Now, there are multiple ways to use it, but for the sake of this demo, in order to keep the really clean main() loop code which looks like this:

int main(void)
{
    doSetupStuff();
    configureHardwareTimer();

    while (1)
    {
        doTask1();
        doTask2();
        doTask3();
    }
}

Let's use the CREATE_TASK_TIMER() macro like this. As you can see, the code is now much cleaner and easier to set up a new task. This is my preferred approach, because it creates the really clean main loop shown just above, with just the various doTask() calls, which are also easy to write and maintain:

// Task 1: Let's run this one at 100 Hz (every 10ms, or 10000us)
void doTask1(void)
{
    bool time_to_run;
    const uint32_t DT_DESIRED_US = 10000; // 10000us = 10ms, or 100Hz run freq
    CREATE_TASK_TIMER(DT_DESIRED_US, time_to_run);
    if (time_to_run)
    {
        // PERFORM THIS TASK'S OPERATIONS HERE!
    }
}

// Task 2: Let's run this one at 1000 Hz (every 1ms)
void doTask2(void)
{
    bool time_to_run;
    const uint32_t DT_DESIRED_US = 1000; // 1000us = 1ms, or 1000Hz run freq
    CREATE_TASK_TIMER(DT_DESIRED_US, time_to_run);
    if (time_to_run)
    {
        // PERFORM THIS TASK'S OPERATIONS HERE!
    }
}

// Task 3: Let's run this one at 10 Hz (every 100ms)
void doTask3(void)
{
    bool time_to_run;
    const uint32_t DT_DESIRED_US = 100000; // 100000us = 100ms, or 10Hz run freq
    CREATE_TASK_TIMER(DT_DESIRED_US, time_to_run);
    if (time_to_run)
    {
        // PERFORM THIS TASK'S OPERATIONS HERE!
    }
}

Alternatively, however, you could structure the code more like this, which works equally as well and produces the same effect, just in a slightly different way:

#include <stdbool.h>
#include <stdint.h>

#define TASK1_PD_US (10000)     // 10ms pd, or 100 Hz run freq 
#define TASK2_PD_US (1000)      // 1ms pd, or 1000 Hz run freq 
#define TASK3_PD_US (100000)    // 100ms pd, or 10 Hz run freq 

// Task 1: Let's run this one at 100 Hz (every 10ms, or 10000us)
void doTask1(void)
{
    // PERFORM THIS TASK'S OPERATIONS HERE!
}

// Task 2: Let's run this one at 1000 Hz (every 1ms)
void doTask2(void)
{
    // PERFORM THIS TASK'S OPERATIONS HERE!
}

// Task 3: Let's run this one at 10 Hz (every 100ms)
void doTask3(void)
{
    // PERFORM THIS TASK'S OPERATIONS HERE!
}

int main(void)
{
    doSetupStuff();
    configureHardwareTimer();

    while (1)
    {
        bool time_to_run;

        CREATE_TASK_TIMER(TASK1_PD_US, time_to_run);
        if (time_to_run)
        {
            doTask1();
        }

        CREATE_TASK_TIMER(TASK2_PD_US, time_to_run);
        if (time_to_run)
        {
            doTask2();
        }

        CREATE_TASK_TIMER(TASK3_PD_US, time_to_run);
        if (time_to_run)
        {
            doTask3();
        }
    }
}

Part of the art (and fun!) of embedded bare-metal microcontroller programming is the skill and ingenuity involved in deciding exactly how you want to interleave each task and get them to run together, all as though they were running in parallel. Use one of the above formats as a starting point, and adapt to your particular circumstances. Message-passing can be added between tasks or between tasks and interrupts, tasks and a user, etc, as desired, and as required for your particular application.

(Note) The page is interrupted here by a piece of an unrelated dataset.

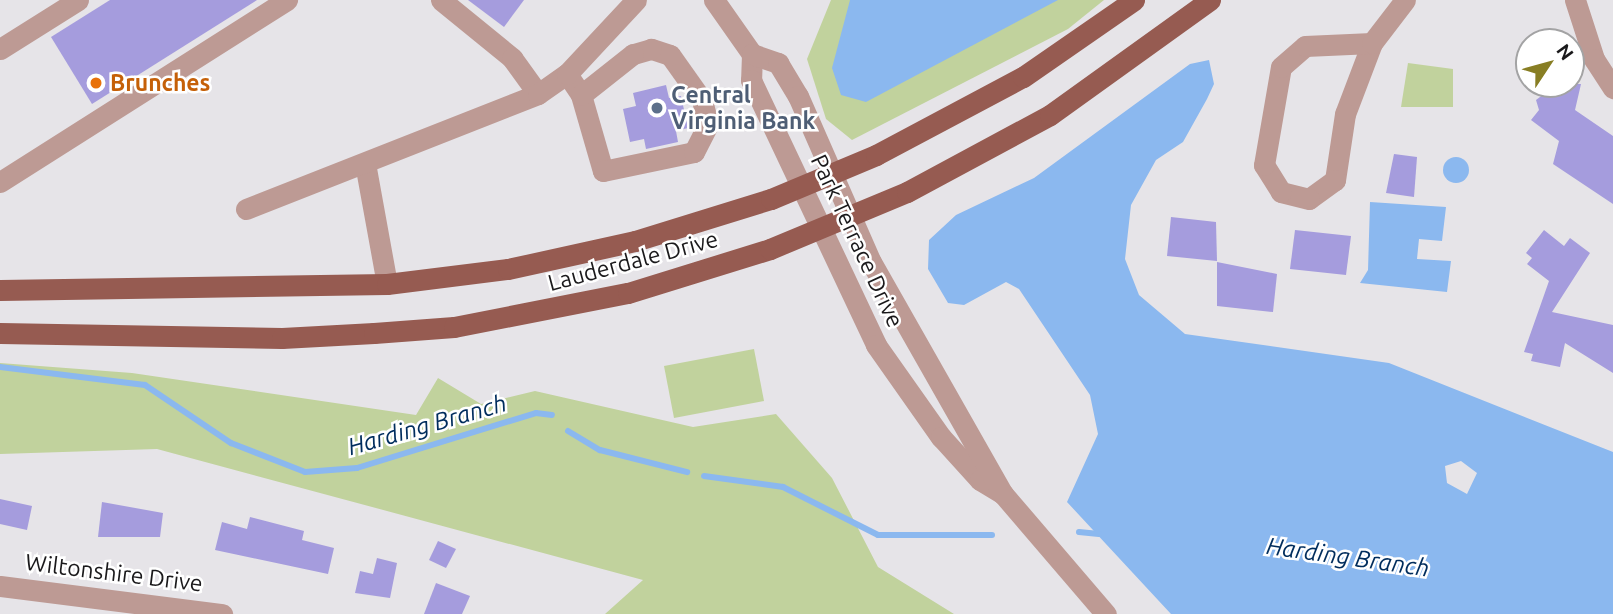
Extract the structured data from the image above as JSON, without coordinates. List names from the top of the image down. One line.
{"streets":{"main road":["Lauderdale Drive"],"street":["Park Terrace Drive","Wiltonshire Drive"]},"crossings":[["Park Terrace Drive","Lauderdale Drive"]],"water":["Harding Branch"],"places":["Brunches","Central Virginia Bank"],"north":"top right"}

Here's an example of how to configure a timer for use as a timestamp-generator on an STM32F2 microcontroller.

This shows functions for configureHardwareTimer() and getMicros(), used above:

// Timer handle to be used for Timer 2 below
TIM_HandleTypeDef TimHandle;

// Configure Timer 2 to be used as a free-running 32-bit hardware timer for general-purpose use as a 1-us-resolution
// timestamp source
void configureHardwareTimer()
{
    // Timer clock must be enabled before you can configure it
    __HAL_RCC_TIM2_CLK_ENABLE();

    // Calculate prescaler
    // Here are some references to show how this is done:
    // 1) "STM32Cube_FW_F2_V1.7.0/Projects/STM32F207ZG-Nucleo/Examples/TIM/TIM_OnePulse/Src/main.c" shows the
    //    following (slightly modified) equation on line 95: `Prescaler = (TIMxCLK/TIMx_counter_clock) - 1`
    // 2) "STM32F20x and STM32F21x Reference Manual" states the following on pg 419: "14.4.11 TIMx prescaler (TIMx_PSC)"
    //    "The counter clock frequency CK_CNT is equal to fCK_PSC / (PSC[15:0] + 1)"
    //    This means that TIMx_counter_clock_freq = TIMxCLK/(prescaler + 1). Now, solve for prescaler and you
    //    get the exact same equation as above: `prescaler = TIMxCLK/TIMx_counter_clock_freq - 1`
    // Calculating TIMxCLK:
    // - We must divide SystemCoreClock (returned by HAL_RCC_GetHCLKFreq()) by 2 because TIM2 uses clock APB1
    // as its clock source, and on my board this is configured to be 1/2 of the SystemCoreClock.
    // - Note: To know which clock source each peripheral and timer uses, you can look at
    //  "Table 25. Peripheral current consumption" in the datasheet, p86-88.
    const uint32_t DESIRED_TIMER_FREQ = 1e6; // 1 MHz clock freq --> 1 us pd per tick, which is what I want
    uint32_t Tim2Clk = HAL_RCC_GetHCLKFreq() / 2;
    uint32_t prescaler = Tim2Clk / DESIRED_TIMER_FREQ - 1; // Don't forget the minus 1!

    // Configure timer
    // TIM2 is a 32-bit timer; See datasheet "Table 4. Timer feature comparison", p30-31
    TimHandle.Instance               = TIM2;
    TimHandle.Init.Period            = 0xFFFFFFFF; // Set pd to max possible for a 32-bit timer
    TimHandle.Init.Prescaler         = prescaler;
    TimHandle.Init.ClockDivision     = TIM_CLOCKDIVISION_DIV1;
    TimHandle.Init.CounterMode       = TIM_COUNTERMODE_UP;
    TimHandle.Init.RepetitionCounter = 0; // NA (has no significance) for this timer

    // Initialize the timer
    if (HAL_TIM_Base_Init(&TimHandle) != HAL_OK)
    {
        // handle error condition
    }

    // Start the timer
    if (HAL_TIM_Base_Start(&TimHandle) != HAL_OK)
    {
        // handle error condition
    }
}

// Get the 1 us count value on Timer 2.
// This timer will be used for general purpose hardware timing that does NOT rely on interrupts.
// Therefore, the counter will continue to increment even with interrupts disabled.
// The count value increments every 1 microsecond.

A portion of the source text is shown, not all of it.